**WHAT YOU SHOULD DO:**
I need the number of lines in the data that include "佛羅里達大樓"; reply with that number alone.

**Stored items:**
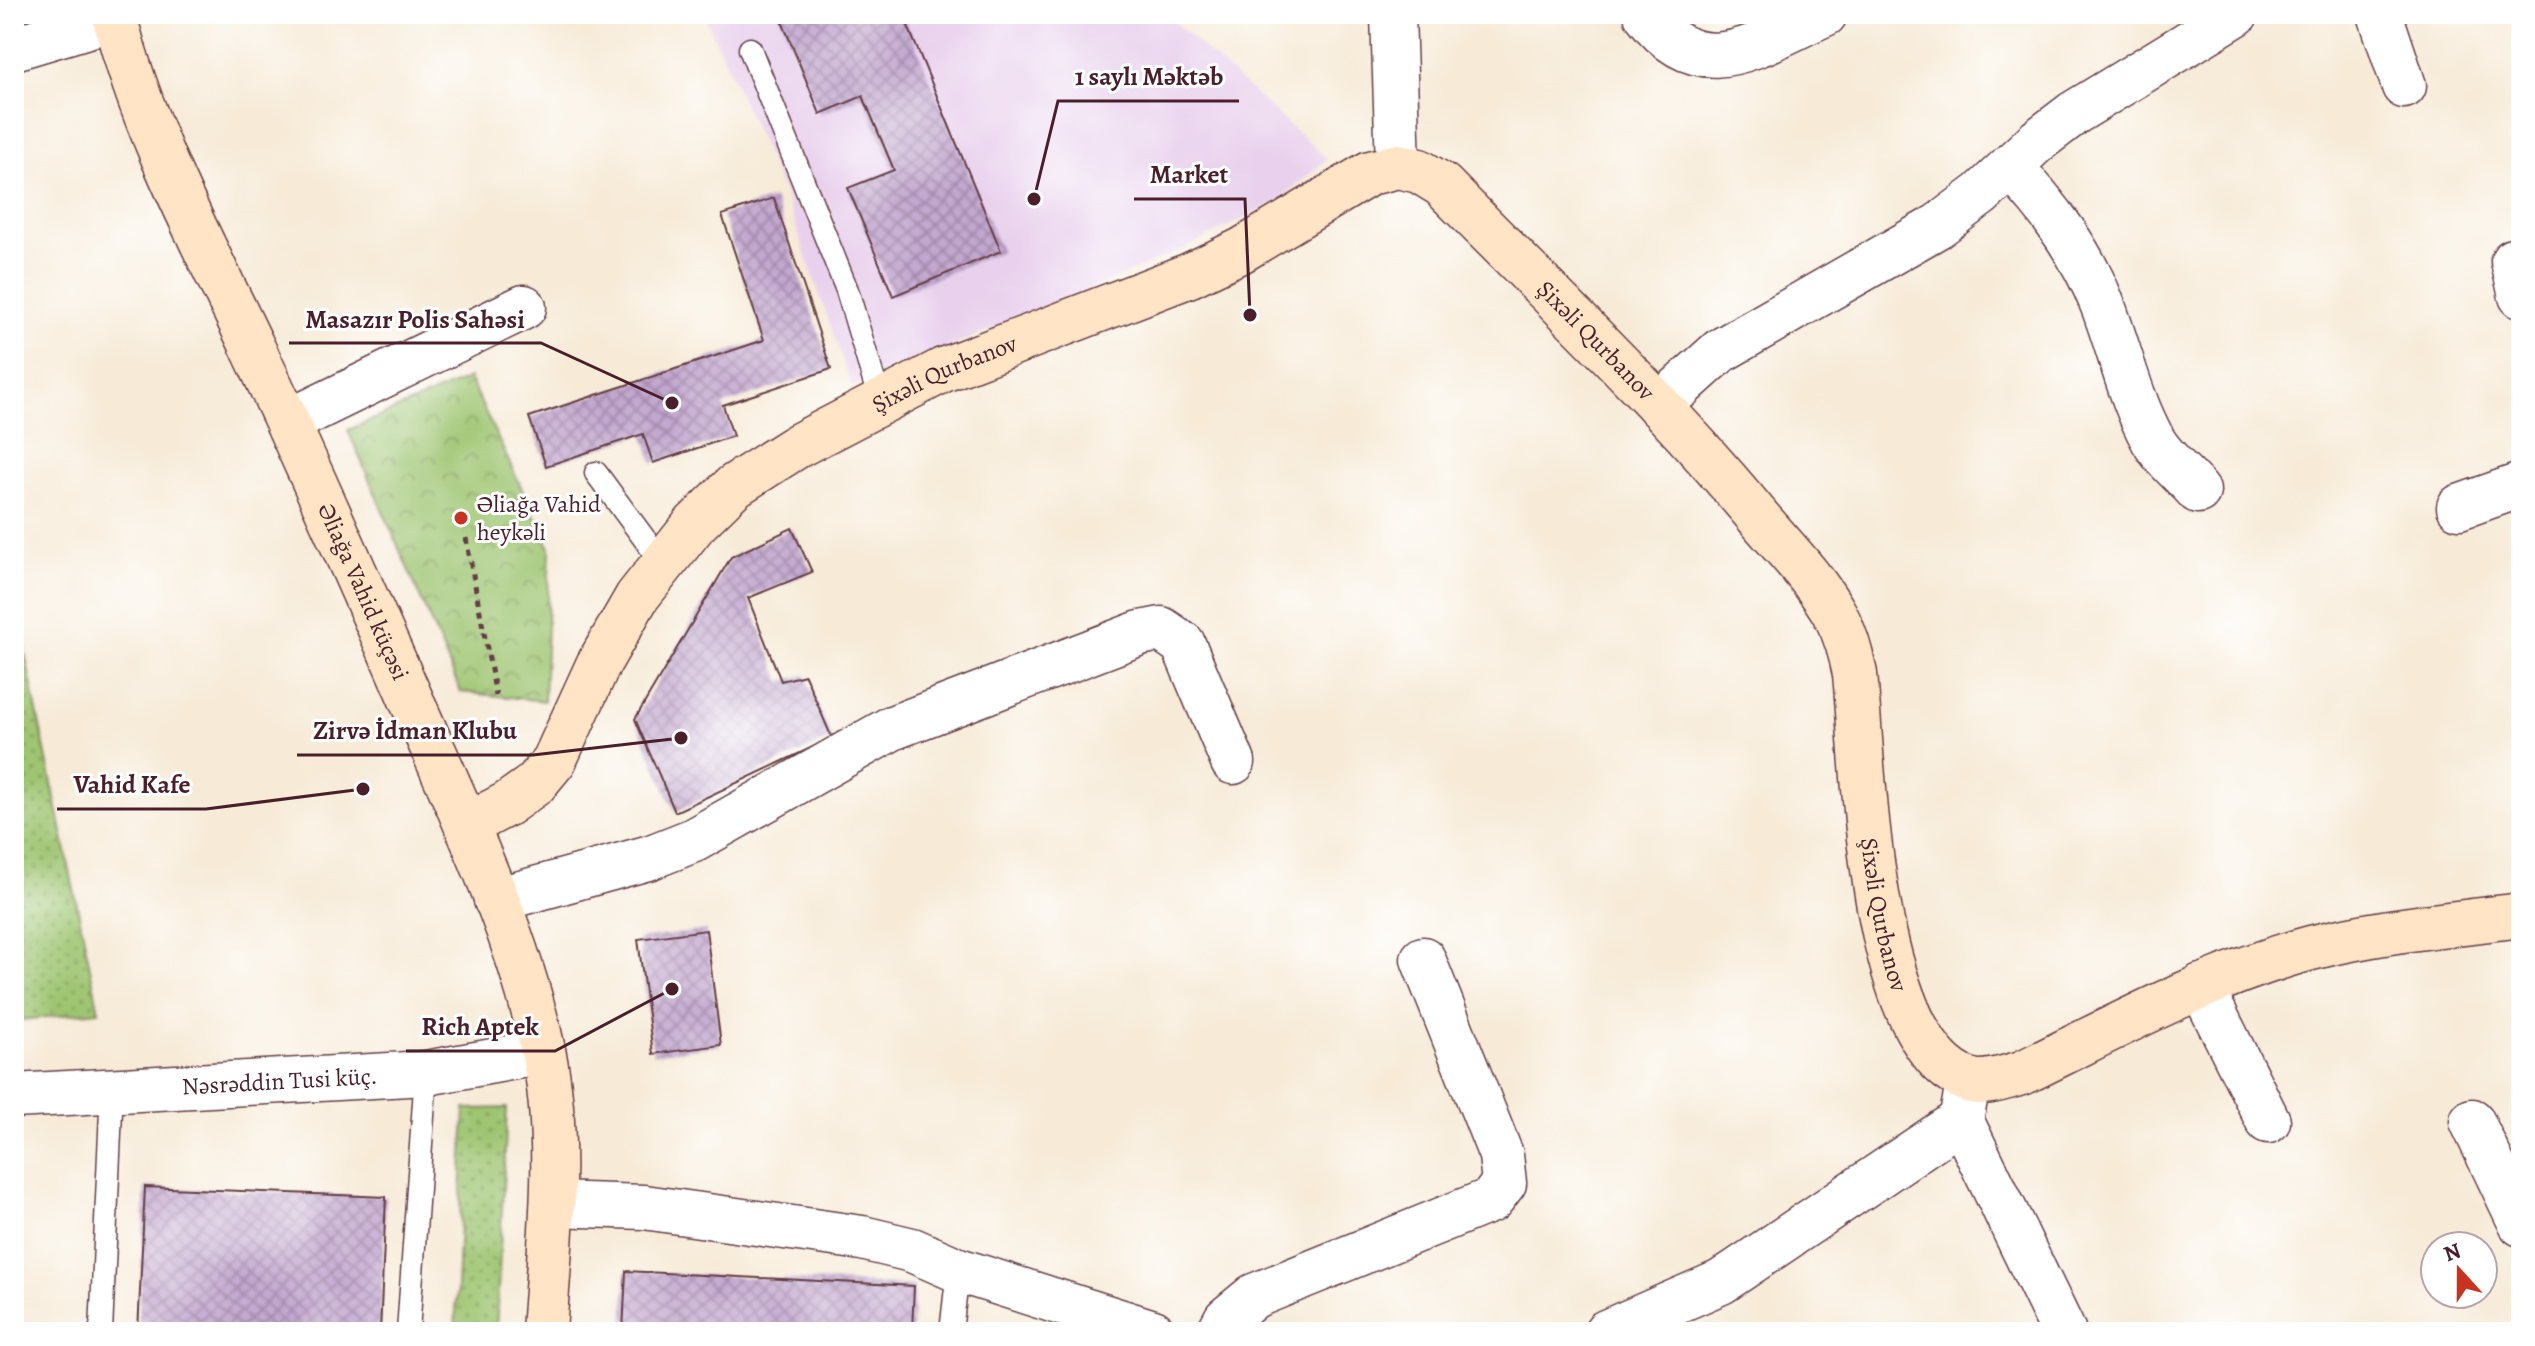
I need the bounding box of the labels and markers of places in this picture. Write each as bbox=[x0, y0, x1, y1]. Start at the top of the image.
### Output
callout: 1 saylı Məktəb bbox=[1058, 51, 1239, 101]
callout: Market bbox=[1134, 149, 1245, 199]
callout: Masazır Polis Sahəsi bbox=[289, 293, 541, 343]
place label: Əliağa Vahid heykəli bbox=[477, 488, 601, 548]
marker: Əliağa Vahid heykəli bbox=[452, 509, 470, 527]
callout: Zirvə İdman Klubu bbox=[297, 705, 533, 755]
callout: Vahid Kafe bbox=[57, 759, 206, 809]
callout: Rich Aptek bbox=[406, 1001, 555, 1051]

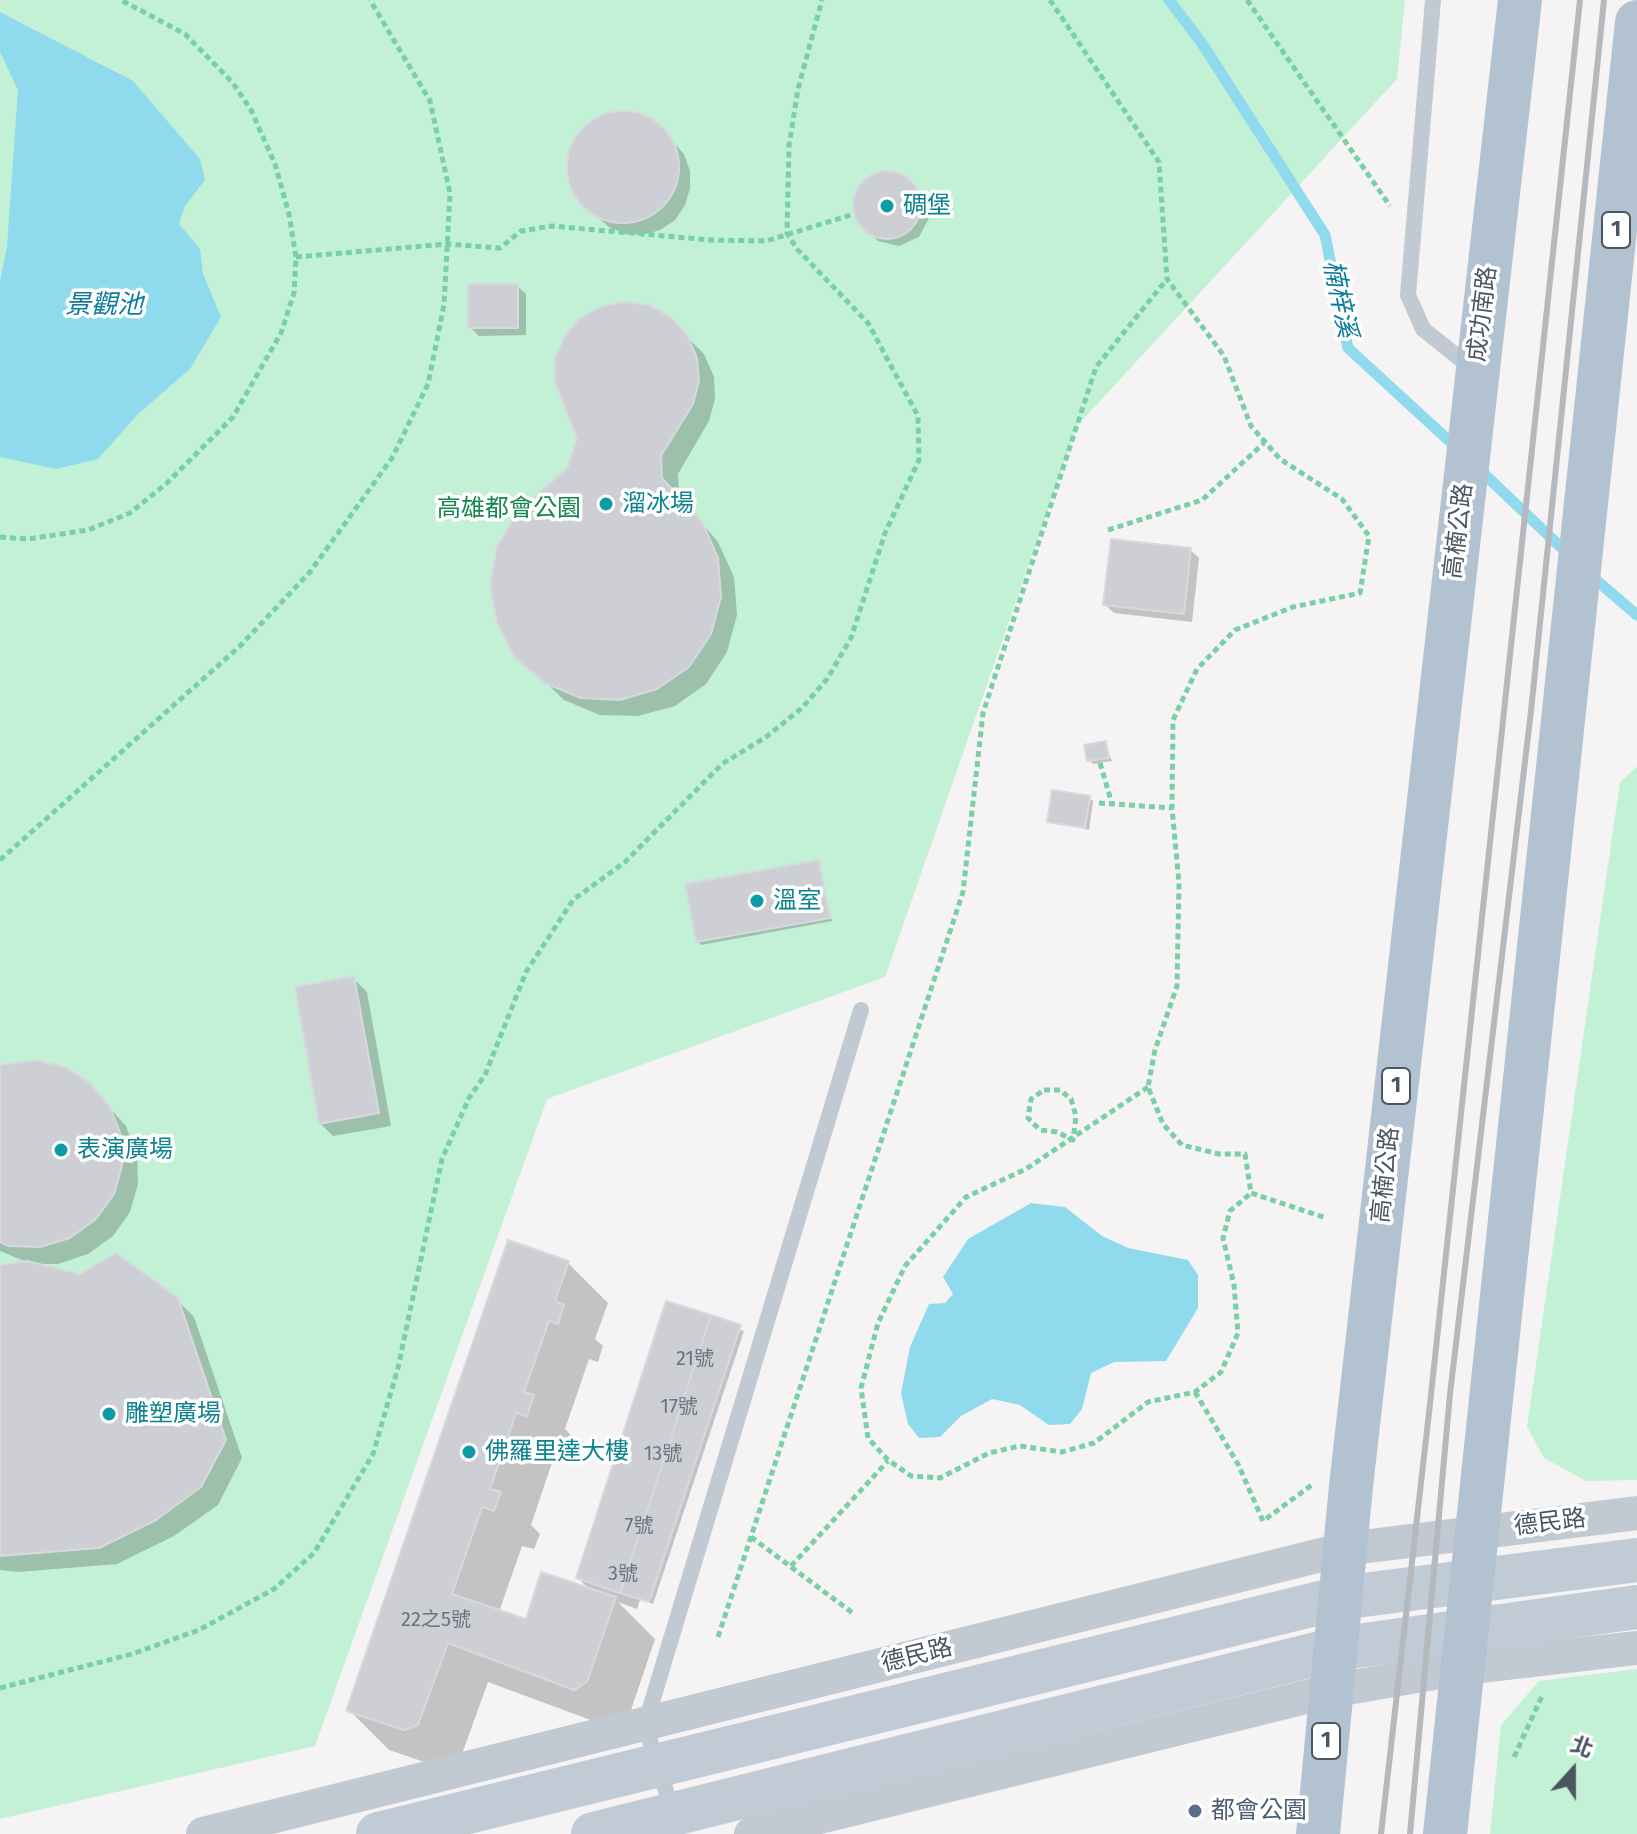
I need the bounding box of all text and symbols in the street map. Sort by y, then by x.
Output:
place label: 碉堡 [903,192,951,220]
marker: 碉堡 [878,197,896,215]
road number: 1 [1602,212,1630,248]
water label: 楠梓溪 [1316,258,1362,340]
street label: 成功南路 [1463,265,1503,363]
water label: 景觀池 [65,290,143,322]
street label: 高楠公路 [1439,482,1479,580]
place label: 溜冰場 [622,490,694,518]
park label: 高雄都會公園 [437,495,581,523]
marker: 溜冰場 [597,495,615,513]
place label: 溫室 [773,887,821,915]
marker: 溫室 [748,892,766,910]
road number: 1 [1382,1068,1410,1104]
street label: 高楠公路 [1367,1126,1405,1224]
place label: 表演廣場 [77,1136,173,1164]
marker: 表演廣場 [52,1141,70,1159]
house number: 21號 [676,1347,714,1371]
house number: 17號 [660,1395,698,1419]
place label: 雕塑廣場 [125,1400,221,1428]
marker: 雕塑廣場 [100,1405,118,1423]
place label: 佛羅里達大樓 [485,1438,629,1466]
house number: 13號 [644,1442,682,1466]
marker: 佛羅里達大樓 [460,1443,478,1461]
street label: 德民路 [1513,1504,1587,1542]
house number: 7號 [625,1514,653,1538]
house number: 3號 [608,1562,638,1586]
house number: 22之5號 [401,1608,471,1632]
street label: 德民路 [879,1633,955,1679]
road number: 1 [1312,1723,1340,1759]
north arrow [1533,1730,1613,1810]
text: 北 [1567,1731,1597,1764]
place label: 都會公園 [1211,1797,1307,1825]
marker: 都會公園 [1186,1802,1204,1820]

**TASK ANSWER:**
2